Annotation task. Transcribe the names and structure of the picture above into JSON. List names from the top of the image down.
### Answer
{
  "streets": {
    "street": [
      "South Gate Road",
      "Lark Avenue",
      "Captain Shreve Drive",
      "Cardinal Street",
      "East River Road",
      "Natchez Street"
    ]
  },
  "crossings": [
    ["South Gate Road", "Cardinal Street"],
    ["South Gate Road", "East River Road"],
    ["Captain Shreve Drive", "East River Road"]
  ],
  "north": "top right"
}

· · · ·

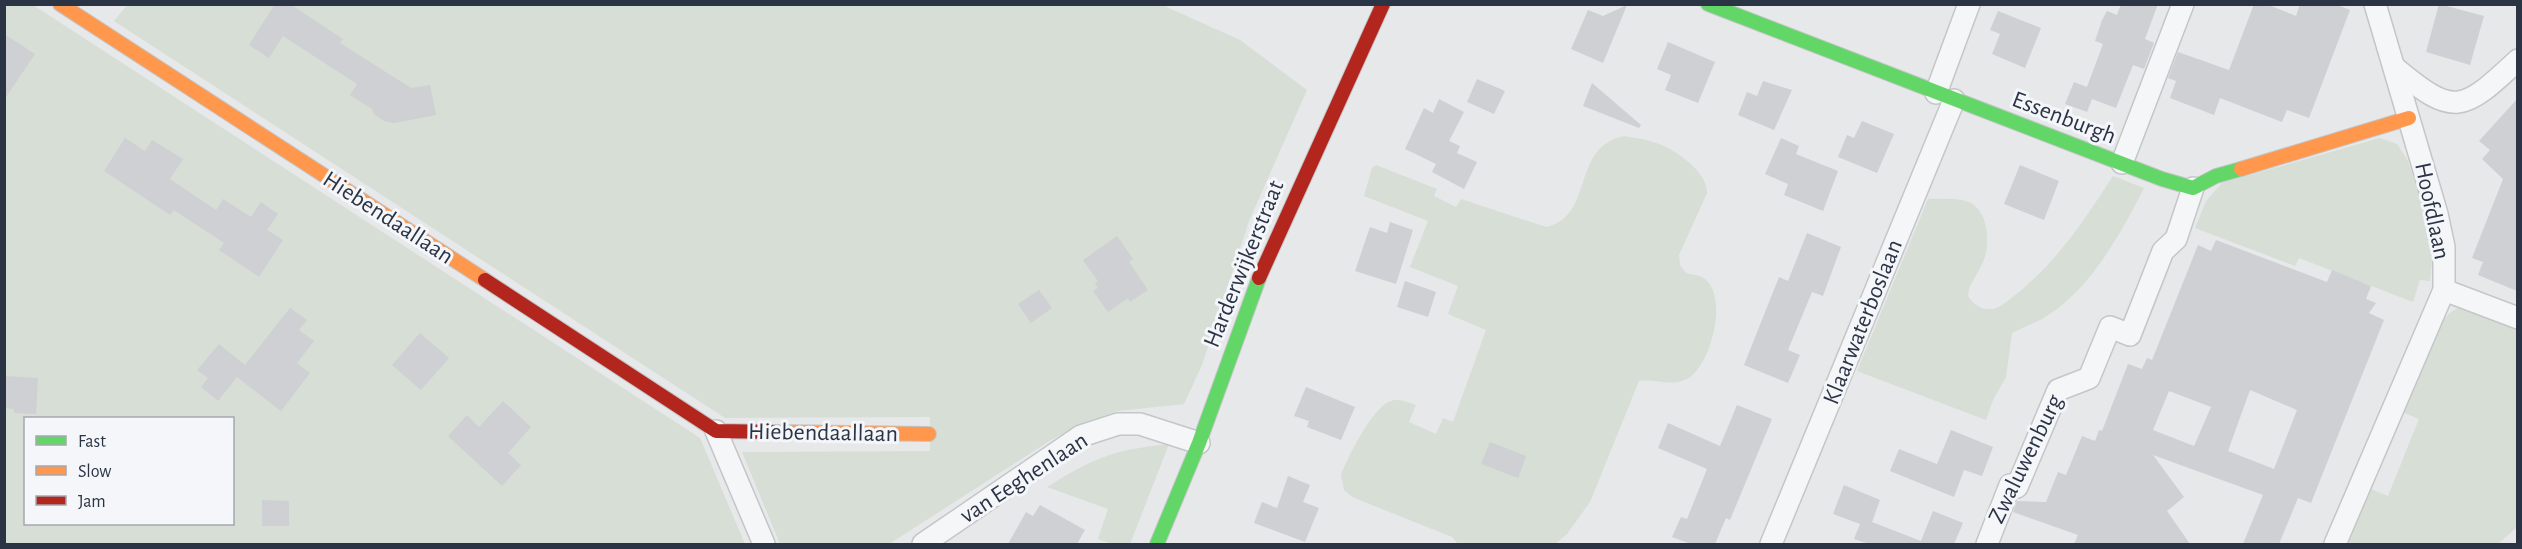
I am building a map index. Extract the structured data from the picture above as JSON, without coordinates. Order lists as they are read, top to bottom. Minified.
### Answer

· · · ·

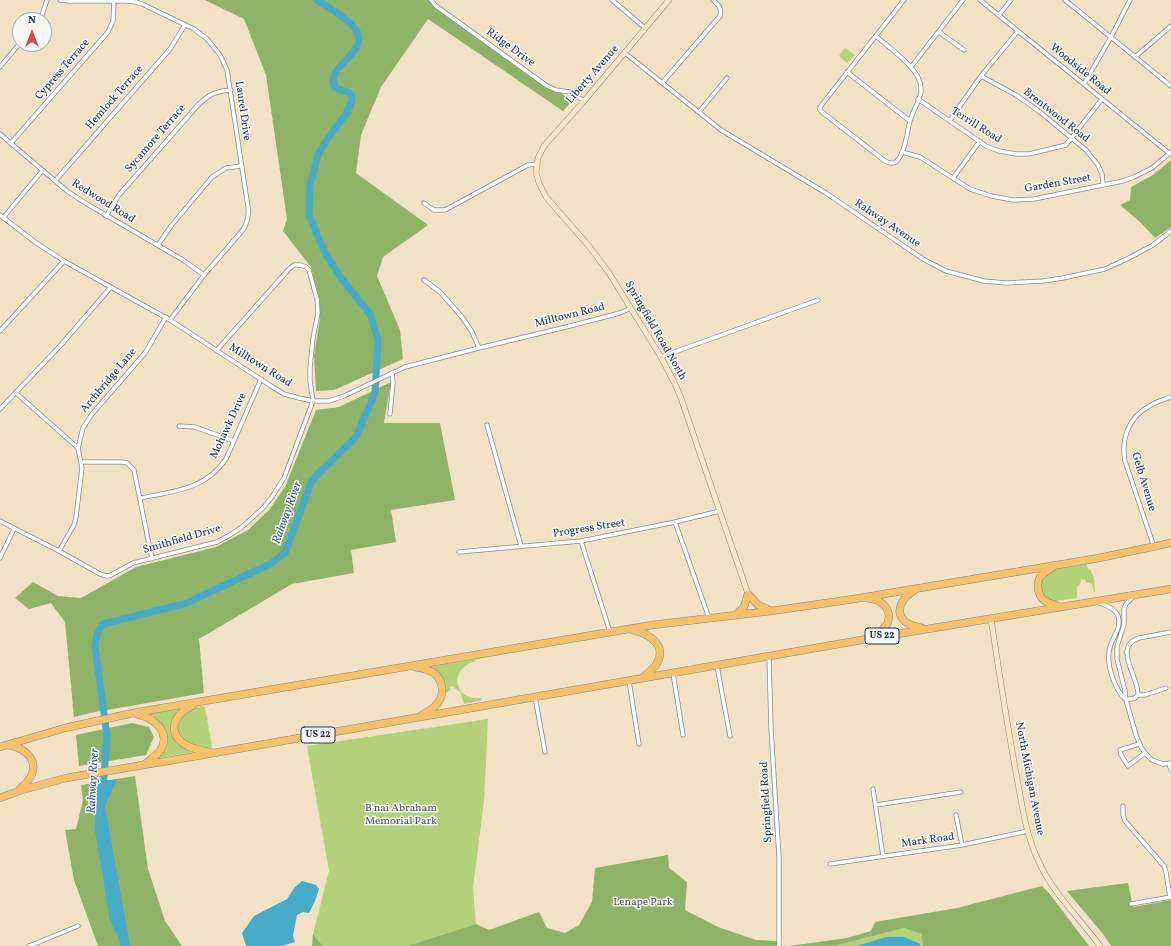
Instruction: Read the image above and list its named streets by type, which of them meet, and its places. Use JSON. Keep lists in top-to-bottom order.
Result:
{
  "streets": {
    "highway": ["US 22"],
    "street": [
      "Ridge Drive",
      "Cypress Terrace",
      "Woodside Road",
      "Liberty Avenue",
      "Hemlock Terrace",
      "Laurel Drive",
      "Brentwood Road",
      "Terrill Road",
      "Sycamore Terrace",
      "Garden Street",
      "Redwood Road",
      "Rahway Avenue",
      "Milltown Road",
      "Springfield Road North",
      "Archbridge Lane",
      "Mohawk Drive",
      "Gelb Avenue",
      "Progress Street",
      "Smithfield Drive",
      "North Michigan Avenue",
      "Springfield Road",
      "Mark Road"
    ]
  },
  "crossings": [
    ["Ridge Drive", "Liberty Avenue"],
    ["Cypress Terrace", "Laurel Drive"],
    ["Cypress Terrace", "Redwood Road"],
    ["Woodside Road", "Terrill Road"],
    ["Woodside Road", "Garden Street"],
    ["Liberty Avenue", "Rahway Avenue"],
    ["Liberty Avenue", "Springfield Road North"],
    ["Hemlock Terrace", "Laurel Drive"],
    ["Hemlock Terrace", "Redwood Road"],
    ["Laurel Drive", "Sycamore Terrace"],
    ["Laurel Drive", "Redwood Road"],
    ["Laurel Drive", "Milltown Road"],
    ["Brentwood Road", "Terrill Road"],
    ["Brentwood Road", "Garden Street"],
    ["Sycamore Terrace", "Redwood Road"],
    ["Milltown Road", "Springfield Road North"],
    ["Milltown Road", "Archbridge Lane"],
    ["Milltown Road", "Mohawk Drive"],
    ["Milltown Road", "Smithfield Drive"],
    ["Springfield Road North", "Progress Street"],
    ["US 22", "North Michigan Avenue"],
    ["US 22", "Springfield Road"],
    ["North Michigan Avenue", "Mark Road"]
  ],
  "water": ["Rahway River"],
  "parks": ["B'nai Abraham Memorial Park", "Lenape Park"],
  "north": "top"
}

· · · ·

### PROBLEM REQUIREMENTS
Go through the records above and copy every line with the word "bottom".

### ANSWER BELOW
I am building a map index. Extract the structured data from the picture above as JSON, without coordinates. Order lists as they are read, top to bottom. Minified.
Instruction: Read the image above and list its named streets by type, which of them meet, and its places. Use JSON. Keep lists in top-to-bottom order.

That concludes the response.